[WORK TASK] In the listing below, find the line containing "M187,1345L190,1340" and the line containing "M535,634L550,590". Repeat exactly those two lines and every line between them, nothing more.

________

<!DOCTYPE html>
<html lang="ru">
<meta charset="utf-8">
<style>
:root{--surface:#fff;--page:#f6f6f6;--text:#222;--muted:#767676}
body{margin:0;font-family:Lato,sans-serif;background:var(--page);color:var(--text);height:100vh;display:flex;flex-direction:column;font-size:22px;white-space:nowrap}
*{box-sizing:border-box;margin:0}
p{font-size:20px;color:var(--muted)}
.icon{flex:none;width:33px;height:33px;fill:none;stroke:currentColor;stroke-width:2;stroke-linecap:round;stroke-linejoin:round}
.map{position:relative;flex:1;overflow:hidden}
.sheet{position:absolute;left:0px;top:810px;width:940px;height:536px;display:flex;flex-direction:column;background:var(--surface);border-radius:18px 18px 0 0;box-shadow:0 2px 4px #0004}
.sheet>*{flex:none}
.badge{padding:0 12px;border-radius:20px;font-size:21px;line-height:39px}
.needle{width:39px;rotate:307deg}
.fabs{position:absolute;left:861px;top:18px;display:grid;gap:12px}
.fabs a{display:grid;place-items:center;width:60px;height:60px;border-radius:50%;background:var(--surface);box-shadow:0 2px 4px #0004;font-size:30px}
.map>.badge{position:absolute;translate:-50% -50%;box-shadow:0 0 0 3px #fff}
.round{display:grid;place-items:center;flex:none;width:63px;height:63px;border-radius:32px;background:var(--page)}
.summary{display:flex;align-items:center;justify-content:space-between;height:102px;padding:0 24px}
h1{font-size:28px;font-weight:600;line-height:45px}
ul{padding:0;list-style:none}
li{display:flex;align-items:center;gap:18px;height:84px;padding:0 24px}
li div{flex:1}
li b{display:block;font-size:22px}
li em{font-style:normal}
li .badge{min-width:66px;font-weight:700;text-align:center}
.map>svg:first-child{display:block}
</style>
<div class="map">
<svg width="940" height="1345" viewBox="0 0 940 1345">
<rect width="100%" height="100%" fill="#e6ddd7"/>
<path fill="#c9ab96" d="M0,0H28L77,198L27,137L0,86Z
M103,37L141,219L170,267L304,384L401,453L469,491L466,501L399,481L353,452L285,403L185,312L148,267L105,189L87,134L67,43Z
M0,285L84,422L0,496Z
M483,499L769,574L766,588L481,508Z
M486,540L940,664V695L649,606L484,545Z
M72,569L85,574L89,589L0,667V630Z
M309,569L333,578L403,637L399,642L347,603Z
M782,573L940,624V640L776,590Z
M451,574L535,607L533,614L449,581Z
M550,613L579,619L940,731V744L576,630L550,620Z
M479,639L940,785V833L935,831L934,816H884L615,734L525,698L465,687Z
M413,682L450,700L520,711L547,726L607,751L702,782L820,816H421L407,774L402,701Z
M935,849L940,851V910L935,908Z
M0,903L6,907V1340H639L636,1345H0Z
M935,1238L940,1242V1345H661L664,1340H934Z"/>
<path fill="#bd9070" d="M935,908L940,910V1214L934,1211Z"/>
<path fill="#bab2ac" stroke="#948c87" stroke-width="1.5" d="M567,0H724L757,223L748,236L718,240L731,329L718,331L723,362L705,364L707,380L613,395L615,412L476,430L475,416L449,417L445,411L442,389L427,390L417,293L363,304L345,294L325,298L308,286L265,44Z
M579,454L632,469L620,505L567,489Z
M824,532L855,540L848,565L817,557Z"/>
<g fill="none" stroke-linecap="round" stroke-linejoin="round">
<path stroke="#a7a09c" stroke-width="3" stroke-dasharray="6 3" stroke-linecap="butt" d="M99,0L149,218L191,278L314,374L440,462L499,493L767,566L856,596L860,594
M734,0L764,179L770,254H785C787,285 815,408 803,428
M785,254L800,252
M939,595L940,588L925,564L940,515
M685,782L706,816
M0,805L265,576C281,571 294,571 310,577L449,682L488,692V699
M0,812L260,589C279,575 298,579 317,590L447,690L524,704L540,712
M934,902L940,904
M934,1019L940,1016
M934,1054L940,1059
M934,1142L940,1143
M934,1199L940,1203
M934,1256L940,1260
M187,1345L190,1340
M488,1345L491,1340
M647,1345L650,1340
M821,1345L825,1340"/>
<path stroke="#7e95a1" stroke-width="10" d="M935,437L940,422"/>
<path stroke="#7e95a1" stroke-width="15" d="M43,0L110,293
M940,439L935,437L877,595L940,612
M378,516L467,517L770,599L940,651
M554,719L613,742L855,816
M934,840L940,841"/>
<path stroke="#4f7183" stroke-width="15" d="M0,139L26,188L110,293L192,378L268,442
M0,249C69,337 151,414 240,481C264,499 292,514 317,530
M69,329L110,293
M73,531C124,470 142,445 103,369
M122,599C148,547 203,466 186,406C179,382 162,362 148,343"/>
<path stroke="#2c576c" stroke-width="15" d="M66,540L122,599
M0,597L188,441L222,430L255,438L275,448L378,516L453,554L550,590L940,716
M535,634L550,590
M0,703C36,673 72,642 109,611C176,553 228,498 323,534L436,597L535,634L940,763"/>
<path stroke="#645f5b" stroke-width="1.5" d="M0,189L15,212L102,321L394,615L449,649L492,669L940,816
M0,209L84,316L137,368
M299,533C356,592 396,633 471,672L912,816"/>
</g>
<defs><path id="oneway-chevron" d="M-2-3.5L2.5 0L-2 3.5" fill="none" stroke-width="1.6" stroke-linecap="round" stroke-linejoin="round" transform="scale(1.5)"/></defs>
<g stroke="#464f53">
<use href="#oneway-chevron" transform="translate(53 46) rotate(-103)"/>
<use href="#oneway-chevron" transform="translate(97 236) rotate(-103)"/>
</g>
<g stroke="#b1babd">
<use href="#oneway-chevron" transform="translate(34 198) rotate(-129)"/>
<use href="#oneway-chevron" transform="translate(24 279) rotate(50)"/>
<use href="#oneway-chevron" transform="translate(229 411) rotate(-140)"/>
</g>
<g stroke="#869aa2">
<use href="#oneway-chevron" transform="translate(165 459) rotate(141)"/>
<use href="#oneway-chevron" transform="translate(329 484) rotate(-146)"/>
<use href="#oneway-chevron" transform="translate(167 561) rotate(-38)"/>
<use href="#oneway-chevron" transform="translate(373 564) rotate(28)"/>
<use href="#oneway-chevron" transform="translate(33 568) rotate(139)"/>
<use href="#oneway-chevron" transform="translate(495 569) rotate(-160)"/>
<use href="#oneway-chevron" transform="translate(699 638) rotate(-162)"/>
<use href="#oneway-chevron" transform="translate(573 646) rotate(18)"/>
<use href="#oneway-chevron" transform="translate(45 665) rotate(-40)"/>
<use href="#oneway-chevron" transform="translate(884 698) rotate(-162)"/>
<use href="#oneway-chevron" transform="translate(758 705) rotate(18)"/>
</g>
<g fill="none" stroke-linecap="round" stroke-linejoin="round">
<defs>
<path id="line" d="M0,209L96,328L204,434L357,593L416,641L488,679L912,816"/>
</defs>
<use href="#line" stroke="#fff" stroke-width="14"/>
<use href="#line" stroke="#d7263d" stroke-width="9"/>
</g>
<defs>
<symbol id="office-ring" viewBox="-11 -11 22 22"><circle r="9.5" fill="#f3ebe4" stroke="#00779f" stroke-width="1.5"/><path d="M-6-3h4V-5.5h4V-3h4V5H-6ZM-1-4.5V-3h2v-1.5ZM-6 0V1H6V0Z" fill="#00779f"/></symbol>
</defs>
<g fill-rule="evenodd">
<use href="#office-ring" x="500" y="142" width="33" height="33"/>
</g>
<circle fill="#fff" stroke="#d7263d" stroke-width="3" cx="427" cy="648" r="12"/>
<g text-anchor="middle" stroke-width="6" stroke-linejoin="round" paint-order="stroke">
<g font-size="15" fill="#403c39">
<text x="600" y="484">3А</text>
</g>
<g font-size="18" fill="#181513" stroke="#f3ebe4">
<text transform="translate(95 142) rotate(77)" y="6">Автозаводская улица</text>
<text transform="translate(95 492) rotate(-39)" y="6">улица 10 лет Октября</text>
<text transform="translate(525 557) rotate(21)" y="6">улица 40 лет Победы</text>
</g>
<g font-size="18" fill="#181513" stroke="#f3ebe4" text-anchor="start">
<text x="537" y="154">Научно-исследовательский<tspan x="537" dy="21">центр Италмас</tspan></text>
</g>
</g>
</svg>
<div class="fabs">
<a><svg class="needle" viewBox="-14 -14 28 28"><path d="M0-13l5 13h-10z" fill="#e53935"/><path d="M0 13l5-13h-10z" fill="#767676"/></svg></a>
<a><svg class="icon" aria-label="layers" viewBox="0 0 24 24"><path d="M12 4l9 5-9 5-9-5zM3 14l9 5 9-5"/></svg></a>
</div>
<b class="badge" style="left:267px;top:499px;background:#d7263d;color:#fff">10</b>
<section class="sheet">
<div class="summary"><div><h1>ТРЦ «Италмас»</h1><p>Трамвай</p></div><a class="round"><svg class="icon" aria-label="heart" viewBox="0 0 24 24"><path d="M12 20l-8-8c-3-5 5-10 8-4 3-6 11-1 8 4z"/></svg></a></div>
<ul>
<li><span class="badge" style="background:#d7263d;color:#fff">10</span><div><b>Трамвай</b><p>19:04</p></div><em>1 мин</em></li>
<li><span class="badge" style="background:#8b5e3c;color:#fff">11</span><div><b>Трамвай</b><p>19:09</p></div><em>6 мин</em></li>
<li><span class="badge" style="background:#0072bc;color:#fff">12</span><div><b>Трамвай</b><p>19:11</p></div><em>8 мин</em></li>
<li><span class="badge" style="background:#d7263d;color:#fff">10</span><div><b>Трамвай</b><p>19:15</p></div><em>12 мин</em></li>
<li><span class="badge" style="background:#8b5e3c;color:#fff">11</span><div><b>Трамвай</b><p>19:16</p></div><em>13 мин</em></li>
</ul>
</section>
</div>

________

[TASK OUTPUT]
M187,1345L190,1340
M488,1345L491,1340
M647,1345L650,1340
M821,1345L825,1340"/>
<path stroke="#7e95a1" stroke-width="10" d="M935,437L940,422"/>
<path stroke="#7e95a1" stroke-width="15" d="M43,0L110,293
M940,439L935,437L877,595L940,612
M378,516L467,517L770,599L940,651
M554,719L613,742L855,816
M934,840L940,841"/>
<path stroke="#4f7183" stroke-width="15" d="M0,139L26,188L110,293L192,378L268,442
M0,249C69,337 151,414 240,481C264,499 292,514 317,530
M69,329L110,293
M73,531C124,470 142,445 103,369
M122,599C148,547 203,466 186,406C179,382 162,362 148,343"/>
<path stroke="#2c576c" stroke-width="15" d="M66,540L122,599
M0,597L188,441L222,430L255,438L275,448L378,516L453,554L550,590L940,716
M535,634L550,590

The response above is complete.